Remember, some time ago, Rain Lõhmus told the media how he had bought cryptocurrency but forgot the password of a digital wallet, and now he has lost that money - some sort of situation or risk needs to be mitigated and the associated technological risks must be mitigated. After all, these big bigtech projects are getting attention. Somebody likes it, somebody doesn’t like it - that's why the criticism and praise comes in the media.
So it seems that such things are the word of the future and can't be really prevented.
I look at this more easily, that we don't want to prevent anything, and I also believe that nobody wants to. Life itself sets everything up. I maintain that phenomena such as money and the need to move it in space and time remain. It has been, it is now, and this need will continue to exist.
What is changing is the form of money and payment systems, the technological solution. Once upon a time we had money in the form of metal, then it was in the form of paper, and in a way it turned into electrical impulses. If we could see what it would look like in the future, it would become rich right now, but we don't exactly foresee it.

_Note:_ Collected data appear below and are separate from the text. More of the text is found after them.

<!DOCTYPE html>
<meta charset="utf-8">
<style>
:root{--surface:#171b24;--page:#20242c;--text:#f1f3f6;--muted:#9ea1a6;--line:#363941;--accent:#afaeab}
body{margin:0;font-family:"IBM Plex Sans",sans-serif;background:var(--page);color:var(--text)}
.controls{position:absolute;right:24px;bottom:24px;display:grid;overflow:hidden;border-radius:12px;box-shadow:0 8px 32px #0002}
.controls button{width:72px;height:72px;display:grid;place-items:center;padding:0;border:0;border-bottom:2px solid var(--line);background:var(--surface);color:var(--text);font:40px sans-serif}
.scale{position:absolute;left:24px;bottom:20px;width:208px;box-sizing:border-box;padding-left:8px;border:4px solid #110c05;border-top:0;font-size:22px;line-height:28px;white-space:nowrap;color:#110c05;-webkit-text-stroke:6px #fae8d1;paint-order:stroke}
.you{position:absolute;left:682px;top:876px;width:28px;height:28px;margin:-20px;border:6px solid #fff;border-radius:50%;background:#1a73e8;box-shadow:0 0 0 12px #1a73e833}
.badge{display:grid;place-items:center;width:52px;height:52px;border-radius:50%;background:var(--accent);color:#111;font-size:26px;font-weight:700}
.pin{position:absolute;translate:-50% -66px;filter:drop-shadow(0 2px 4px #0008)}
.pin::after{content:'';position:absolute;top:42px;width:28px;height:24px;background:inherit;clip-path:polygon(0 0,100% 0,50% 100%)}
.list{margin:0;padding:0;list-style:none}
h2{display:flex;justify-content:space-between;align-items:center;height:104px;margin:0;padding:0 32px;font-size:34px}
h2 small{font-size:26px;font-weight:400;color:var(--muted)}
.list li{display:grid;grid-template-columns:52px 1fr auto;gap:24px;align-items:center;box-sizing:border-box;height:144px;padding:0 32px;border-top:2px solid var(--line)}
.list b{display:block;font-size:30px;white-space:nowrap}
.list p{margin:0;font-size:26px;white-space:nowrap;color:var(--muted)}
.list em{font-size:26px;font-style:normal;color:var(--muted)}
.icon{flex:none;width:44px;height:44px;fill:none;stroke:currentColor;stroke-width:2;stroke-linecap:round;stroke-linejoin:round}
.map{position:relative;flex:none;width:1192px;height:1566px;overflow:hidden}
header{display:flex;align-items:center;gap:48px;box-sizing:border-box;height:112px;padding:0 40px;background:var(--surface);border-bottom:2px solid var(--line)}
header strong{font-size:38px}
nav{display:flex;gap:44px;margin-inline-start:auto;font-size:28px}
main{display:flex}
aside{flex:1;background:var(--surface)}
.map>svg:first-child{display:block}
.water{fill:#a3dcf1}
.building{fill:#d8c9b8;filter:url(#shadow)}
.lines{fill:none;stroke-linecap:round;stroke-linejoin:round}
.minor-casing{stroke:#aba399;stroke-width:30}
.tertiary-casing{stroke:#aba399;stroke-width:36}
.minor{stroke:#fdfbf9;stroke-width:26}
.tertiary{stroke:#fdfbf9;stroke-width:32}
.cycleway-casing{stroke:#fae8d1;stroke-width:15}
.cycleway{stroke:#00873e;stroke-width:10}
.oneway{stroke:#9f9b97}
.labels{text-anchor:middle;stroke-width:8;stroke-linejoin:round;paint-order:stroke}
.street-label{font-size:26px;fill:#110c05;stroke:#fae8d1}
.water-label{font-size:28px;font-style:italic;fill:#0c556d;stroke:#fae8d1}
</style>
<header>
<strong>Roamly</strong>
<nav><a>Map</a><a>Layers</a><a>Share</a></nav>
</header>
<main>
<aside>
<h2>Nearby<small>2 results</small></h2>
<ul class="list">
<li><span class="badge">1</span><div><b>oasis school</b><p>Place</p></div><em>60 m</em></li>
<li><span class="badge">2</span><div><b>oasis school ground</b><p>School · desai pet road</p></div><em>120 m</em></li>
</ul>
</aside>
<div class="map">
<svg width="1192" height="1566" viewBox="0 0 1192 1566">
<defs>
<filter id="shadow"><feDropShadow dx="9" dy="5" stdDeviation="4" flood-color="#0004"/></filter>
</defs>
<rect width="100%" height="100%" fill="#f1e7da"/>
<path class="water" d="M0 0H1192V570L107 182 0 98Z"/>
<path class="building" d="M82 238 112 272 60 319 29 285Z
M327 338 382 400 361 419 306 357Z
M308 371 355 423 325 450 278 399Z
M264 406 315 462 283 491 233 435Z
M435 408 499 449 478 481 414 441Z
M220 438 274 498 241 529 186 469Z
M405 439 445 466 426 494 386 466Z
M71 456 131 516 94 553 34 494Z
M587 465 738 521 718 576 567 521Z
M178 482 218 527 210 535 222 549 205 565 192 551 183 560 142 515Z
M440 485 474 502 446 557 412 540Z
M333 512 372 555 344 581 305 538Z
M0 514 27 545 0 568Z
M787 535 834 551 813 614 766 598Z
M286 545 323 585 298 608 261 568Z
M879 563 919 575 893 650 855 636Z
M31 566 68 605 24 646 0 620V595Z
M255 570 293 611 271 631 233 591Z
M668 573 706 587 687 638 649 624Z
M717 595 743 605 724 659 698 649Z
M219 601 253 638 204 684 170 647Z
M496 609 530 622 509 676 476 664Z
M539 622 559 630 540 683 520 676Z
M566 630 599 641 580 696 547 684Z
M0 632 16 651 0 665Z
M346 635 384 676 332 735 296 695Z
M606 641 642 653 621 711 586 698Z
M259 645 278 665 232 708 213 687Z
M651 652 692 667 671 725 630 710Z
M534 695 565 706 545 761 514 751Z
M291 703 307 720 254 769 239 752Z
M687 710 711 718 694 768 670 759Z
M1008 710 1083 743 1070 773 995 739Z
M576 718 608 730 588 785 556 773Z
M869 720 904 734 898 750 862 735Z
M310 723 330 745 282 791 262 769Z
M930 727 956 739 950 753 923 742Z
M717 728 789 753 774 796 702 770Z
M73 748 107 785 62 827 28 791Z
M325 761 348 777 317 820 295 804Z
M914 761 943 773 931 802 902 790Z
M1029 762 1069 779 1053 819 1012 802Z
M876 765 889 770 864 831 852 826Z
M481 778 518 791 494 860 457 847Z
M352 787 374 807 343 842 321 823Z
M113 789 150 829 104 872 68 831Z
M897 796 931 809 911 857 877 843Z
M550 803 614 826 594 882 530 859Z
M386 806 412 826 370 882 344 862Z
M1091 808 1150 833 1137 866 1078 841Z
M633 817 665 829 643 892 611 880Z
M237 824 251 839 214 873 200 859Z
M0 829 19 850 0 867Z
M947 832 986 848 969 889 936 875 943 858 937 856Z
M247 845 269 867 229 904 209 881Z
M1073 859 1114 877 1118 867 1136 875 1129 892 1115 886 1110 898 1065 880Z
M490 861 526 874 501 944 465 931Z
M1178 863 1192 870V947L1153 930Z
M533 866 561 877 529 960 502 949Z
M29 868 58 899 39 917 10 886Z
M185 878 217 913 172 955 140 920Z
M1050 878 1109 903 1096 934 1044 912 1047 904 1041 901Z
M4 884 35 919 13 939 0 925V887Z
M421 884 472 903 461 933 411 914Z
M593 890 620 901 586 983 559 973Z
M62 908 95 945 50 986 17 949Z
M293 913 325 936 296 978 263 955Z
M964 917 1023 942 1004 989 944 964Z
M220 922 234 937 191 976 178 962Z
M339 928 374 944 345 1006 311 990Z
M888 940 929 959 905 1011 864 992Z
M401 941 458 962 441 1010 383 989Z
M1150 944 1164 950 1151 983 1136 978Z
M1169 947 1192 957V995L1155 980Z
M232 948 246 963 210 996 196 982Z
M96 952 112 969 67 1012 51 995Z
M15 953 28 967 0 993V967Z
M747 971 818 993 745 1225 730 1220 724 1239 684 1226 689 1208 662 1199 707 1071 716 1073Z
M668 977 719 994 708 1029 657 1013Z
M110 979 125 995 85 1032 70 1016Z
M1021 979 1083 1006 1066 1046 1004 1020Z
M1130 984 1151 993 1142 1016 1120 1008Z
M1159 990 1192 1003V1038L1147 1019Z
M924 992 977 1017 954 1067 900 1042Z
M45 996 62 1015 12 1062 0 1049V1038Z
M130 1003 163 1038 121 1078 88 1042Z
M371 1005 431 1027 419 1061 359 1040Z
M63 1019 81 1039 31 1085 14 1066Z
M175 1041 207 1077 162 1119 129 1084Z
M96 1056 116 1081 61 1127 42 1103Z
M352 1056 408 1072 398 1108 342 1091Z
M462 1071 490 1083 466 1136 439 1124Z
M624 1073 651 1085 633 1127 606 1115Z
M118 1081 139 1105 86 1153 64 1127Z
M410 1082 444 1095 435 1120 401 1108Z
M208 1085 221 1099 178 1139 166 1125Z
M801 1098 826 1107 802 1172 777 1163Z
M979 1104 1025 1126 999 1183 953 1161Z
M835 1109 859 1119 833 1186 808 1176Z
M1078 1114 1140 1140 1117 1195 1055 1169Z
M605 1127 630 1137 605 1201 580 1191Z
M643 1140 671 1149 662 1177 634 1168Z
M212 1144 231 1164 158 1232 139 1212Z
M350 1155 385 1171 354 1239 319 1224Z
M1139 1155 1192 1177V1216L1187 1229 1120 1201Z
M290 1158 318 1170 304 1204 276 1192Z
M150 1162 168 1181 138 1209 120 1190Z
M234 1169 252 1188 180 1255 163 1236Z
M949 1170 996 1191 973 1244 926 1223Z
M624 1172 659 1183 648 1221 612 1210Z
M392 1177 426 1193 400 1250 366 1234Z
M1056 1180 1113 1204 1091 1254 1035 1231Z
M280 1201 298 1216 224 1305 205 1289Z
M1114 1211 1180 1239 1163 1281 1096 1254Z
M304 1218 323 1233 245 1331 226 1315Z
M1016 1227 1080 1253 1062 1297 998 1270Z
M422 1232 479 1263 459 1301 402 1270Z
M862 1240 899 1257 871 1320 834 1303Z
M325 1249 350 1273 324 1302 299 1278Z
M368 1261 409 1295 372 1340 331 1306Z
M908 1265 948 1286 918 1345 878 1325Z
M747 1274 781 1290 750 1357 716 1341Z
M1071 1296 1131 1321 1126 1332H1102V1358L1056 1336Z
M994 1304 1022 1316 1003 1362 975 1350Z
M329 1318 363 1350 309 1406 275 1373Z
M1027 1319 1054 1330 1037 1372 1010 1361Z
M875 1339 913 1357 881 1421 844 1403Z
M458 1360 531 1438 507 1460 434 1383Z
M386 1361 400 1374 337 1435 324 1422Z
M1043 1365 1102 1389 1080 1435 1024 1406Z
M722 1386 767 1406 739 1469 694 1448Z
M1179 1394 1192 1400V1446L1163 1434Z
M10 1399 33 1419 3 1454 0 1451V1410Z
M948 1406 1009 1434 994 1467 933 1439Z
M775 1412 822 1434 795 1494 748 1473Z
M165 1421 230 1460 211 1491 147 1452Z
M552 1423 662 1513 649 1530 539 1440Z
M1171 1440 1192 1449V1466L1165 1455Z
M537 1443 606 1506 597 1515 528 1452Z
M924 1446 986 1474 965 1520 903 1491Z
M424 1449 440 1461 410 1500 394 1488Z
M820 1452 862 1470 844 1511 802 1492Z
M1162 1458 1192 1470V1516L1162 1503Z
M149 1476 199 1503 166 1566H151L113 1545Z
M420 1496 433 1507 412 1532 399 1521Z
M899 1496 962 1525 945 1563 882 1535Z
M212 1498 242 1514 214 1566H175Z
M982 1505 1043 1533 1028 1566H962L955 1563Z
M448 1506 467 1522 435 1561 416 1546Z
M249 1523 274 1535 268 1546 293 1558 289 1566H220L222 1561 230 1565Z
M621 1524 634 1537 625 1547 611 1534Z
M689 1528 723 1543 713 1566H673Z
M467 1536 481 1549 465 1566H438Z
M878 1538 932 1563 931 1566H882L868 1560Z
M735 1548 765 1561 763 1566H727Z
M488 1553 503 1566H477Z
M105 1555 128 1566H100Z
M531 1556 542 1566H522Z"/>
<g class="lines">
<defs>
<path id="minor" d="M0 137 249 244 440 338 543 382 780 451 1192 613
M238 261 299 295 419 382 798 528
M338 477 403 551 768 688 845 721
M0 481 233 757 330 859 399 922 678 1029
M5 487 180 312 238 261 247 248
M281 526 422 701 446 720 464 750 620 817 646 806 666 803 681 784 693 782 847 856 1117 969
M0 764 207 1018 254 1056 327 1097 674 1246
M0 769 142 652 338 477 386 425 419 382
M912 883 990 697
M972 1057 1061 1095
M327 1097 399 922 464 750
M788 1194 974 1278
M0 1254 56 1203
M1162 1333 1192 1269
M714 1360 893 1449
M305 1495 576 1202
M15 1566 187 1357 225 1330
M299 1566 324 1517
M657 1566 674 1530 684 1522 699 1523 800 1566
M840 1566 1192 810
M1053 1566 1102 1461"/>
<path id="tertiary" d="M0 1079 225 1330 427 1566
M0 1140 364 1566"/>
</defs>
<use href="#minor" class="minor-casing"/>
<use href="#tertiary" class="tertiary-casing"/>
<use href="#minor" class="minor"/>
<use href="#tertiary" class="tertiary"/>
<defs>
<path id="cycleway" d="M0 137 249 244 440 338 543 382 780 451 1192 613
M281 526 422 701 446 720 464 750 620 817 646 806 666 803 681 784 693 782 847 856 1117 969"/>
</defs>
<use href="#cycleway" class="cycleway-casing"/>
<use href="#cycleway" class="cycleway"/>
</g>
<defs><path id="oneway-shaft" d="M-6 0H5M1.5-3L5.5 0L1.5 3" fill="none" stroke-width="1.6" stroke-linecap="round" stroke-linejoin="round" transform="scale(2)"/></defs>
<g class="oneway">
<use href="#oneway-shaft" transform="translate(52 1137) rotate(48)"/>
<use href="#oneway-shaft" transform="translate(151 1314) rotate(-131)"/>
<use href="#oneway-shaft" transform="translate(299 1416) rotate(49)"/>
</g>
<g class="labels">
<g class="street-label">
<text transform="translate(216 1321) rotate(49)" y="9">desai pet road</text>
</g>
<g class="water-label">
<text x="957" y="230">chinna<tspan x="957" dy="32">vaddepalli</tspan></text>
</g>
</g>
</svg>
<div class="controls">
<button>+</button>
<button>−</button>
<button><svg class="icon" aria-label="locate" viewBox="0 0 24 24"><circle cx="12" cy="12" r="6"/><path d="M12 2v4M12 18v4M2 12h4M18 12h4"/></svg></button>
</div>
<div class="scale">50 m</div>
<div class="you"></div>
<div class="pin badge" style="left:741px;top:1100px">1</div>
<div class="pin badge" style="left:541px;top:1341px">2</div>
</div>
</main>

Of course, the whole payment system and the form of money are evolving, and the advances in information technology are defining what the payment systems and money will become in the future. The goal is not to force it into static, for example, to make money on paper all the time.
The aim of the countries is to make developments predictable for consumers and safe and acceptable - this is a national responsibility. That is, on the one hand, and on the other - as I have described - when a private player comes to the country's playing field, that is, to shape monetary policy, then of course the countries react. So there are two sides: consumer protection and policy enforcement.
If one thinks that the nation's maintained monetary systems are like altruistic systems, but Facebook is a private for-profit company, then it probably has other motivations to launch such a system. Can i draw a line here?
Absolutely! Countries have their own interests. The interests of states in a democratic environment are determined by the people, private companies have their own interests, they are defined by their owners, and the interests of the people and those of private companies may not always coincide. This is the point that while a private company may pose a threat to the interests of the state in the medium or long term, the state is likely to take steps to manage or minimize that threat for itself.